## Records shown
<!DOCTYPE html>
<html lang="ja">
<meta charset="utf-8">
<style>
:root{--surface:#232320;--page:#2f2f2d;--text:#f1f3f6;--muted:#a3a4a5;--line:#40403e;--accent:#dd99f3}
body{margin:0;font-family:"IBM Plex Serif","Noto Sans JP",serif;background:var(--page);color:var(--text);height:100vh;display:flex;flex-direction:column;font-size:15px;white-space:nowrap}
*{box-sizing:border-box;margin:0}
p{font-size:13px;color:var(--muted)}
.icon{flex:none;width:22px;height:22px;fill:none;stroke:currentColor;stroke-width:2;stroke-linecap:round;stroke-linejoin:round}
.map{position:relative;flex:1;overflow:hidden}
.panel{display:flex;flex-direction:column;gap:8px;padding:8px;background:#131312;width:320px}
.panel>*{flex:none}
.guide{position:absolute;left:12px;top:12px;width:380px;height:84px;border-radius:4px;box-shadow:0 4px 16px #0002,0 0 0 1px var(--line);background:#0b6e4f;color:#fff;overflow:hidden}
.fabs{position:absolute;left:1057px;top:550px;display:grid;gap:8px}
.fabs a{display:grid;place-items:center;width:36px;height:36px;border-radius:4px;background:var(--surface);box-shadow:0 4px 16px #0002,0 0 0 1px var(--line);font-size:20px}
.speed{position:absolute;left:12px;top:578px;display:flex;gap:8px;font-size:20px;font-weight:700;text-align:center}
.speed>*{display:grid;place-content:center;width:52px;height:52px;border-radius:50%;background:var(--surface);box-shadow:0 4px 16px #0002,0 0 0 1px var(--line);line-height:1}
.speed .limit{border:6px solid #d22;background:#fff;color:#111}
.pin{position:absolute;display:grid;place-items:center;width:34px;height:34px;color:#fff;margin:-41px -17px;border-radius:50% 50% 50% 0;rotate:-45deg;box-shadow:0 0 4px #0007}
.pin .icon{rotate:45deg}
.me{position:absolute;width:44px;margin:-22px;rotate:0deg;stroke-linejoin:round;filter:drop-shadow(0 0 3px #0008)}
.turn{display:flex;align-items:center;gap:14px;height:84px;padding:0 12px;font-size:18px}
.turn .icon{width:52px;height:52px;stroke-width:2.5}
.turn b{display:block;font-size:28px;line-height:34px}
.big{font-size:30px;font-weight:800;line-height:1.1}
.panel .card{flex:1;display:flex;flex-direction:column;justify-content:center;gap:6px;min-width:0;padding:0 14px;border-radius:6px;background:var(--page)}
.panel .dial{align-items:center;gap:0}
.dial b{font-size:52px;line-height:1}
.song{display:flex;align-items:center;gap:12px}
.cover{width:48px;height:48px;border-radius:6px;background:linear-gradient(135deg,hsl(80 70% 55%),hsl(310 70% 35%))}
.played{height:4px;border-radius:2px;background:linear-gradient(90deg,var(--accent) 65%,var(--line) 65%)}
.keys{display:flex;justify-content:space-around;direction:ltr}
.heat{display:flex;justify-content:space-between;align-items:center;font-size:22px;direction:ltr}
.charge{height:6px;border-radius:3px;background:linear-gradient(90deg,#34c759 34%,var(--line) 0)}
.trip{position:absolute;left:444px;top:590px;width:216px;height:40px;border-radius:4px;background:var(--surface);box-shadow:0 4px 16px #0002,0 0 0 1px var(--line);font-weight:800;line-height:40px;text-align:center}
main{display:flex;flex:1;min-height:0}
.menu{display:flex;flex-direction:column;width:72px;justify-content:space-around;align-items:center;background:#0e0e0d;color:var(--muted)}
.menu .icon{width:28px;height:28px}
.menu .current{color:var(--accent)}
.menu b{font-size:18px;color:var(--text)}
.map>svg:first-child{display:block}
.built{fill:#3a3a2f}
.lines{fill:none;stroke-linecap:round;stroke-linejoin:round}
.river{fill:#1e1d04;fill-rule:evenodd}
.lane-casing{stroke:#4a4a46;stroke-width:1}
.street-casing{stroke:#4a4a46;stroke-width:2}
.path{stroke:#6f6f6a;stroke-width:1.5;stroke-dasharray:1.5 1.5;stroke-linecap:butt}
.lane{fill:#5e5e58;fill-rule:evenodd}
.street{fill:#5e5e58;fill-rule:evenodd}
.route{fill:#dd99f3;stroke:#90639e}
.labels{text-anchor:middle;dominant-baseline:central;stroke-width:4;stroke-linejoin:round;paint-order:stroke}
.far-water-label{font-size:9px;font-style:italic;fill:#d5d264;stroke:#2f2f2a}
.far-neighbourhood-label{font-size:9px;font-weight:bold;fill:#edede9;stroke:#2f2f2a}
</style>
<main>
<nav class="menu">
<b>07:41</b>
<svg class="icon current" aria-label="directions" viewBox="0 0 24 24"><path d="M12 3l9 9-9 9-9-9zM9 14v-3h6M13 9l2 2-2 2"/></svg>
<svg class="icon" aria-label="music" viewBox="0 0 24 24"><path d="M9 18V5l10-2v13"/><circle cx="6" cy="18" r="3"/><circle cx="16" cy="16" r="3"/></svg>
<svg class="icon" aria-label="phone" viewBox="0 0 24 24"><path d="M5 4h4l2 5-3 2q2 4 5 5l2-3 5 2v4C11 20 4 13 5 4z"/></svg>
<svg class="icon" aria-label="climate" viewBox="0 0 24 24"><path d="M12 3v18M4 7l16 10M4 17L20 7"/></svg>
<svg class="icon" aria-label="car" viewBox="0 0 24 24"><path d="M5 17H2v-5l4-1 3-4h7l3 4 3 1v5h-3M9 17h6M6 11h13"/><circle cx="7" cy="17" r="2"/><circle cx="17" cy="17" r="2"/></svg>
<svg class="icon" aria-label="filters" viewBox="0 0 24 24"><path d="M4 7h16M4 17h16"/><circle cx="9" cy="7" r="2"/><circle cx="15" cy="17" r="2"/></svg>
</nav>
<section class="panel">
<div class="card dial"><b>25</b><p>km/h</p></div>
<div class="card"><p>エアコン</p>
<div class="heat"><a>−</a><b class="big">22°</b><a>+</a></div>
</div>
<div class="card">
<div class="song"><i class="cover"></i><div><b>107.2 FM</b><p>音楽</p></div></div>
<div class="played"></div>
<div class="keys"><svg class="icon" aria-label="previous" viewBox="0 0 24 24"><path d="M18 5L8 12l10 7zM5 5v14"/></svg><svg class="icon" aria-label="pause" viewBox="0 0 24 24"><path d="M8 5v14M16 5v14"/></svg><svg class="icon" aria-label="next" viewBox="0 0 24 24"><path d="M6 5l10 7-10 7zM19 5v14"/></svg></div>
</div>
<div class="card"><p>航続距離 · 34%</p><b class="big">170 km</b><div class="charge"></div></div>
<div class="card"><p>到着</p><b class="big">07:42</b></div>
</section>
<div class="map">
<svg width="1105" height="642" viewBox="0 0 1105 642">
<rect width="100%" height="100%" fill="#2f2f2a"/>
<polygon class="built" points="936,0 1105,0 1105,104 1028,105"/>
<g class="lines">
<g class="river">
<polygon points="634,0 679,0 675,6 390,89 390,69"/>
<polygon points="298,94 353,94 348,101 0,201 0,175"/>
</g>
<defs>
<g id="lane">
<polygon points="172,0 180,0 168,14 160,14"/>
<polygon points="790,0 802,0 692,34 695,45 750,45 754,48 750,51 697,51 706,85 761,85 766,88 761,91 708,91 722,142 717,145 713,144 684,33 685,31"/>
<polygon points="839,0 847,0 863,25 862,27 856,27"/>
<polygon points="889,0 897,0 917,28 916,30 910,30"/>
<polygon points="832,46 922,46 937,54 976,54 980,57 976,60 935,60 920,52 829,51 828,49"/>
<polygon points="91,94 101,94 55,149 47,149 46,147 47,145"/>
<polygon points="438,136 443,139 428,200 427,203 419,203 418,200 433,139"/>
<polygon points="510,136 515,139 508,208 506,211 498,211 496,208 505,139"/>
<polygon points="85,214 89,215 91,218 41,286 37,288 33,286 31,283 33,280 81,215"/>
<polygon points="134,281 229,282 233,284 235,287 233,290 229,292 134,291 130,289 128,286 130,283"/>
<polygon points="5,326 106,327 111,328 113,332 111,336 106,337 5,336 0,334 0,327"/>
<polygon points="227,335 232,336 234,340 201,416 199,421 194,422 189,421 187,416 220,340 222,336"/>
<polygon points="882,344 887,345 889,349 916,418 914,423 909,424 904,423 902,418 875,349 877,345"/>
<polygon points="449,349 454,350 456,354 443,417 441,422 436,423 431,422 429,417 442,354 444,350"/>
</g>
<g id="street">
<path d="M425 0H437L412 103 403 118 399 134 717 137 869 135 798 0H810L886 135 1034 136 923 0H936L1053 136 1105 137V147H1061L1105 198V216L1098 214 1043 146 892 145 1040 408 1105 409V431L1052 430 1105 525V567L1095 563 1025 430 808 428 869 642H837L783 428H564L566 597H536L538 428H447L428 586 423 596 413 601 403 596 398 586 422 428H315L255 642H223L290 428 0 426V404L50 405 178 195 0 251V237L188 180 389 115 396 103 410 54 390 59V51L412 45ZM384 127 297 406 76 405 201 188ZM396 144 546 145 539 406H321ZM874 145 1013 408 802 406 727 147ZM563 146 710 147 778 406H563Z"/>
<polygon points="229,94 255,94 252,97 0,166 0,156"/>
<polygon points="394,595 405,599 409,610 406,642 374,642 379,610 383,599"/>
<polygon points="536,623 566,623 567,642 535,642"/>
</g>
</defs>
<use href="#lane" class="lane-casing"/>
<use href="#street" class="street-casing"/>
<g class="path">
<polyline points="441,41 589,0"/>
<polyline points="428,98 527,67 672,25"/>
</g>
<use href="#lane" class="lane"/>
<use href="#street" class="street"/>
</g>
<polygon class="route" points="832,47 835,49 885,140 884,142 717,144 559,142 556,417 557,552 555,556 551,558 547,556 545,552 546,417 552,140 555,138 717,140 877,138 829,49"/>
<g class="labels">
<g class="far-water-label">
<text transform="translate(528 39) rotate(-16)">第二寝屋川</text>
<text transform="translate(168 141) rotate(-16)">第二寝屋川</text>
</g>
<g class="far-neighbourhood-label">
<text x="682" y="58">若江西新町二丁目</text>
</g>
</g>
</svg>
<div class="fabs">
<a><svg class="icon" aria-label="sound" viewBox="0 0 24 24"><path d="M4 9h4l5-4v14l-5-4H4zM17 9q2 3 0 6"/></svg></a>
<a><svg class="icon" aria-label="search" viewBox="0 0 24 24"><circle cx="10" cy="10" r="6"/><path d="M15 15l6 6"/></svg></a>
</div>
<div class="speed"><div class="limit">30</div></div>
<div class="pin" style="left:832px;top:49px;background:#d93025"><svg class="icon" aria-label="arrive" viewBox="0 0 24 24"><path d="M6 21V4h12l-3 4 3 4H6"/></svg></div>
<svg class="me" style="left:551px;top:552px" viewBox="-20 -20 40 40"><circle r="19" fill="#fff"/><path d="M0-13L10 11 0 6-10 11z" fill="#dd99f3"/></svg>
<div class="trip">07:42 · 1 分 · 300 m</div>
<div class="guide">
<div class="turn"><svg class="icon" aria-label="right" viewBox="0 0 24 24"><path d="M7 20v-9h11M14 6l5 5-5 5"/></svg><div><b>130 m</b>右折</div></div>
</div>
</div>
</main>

## Task objective
Copy out all lines above holding "evenodd".

## Solution for this problem
.river{fill:#1e1d04;fill-rule:evenodd}
.lane{fill:#5e5e58;fill-rule:evenodd}
.street{fill:#5e5e58;fill-rule:evenodd}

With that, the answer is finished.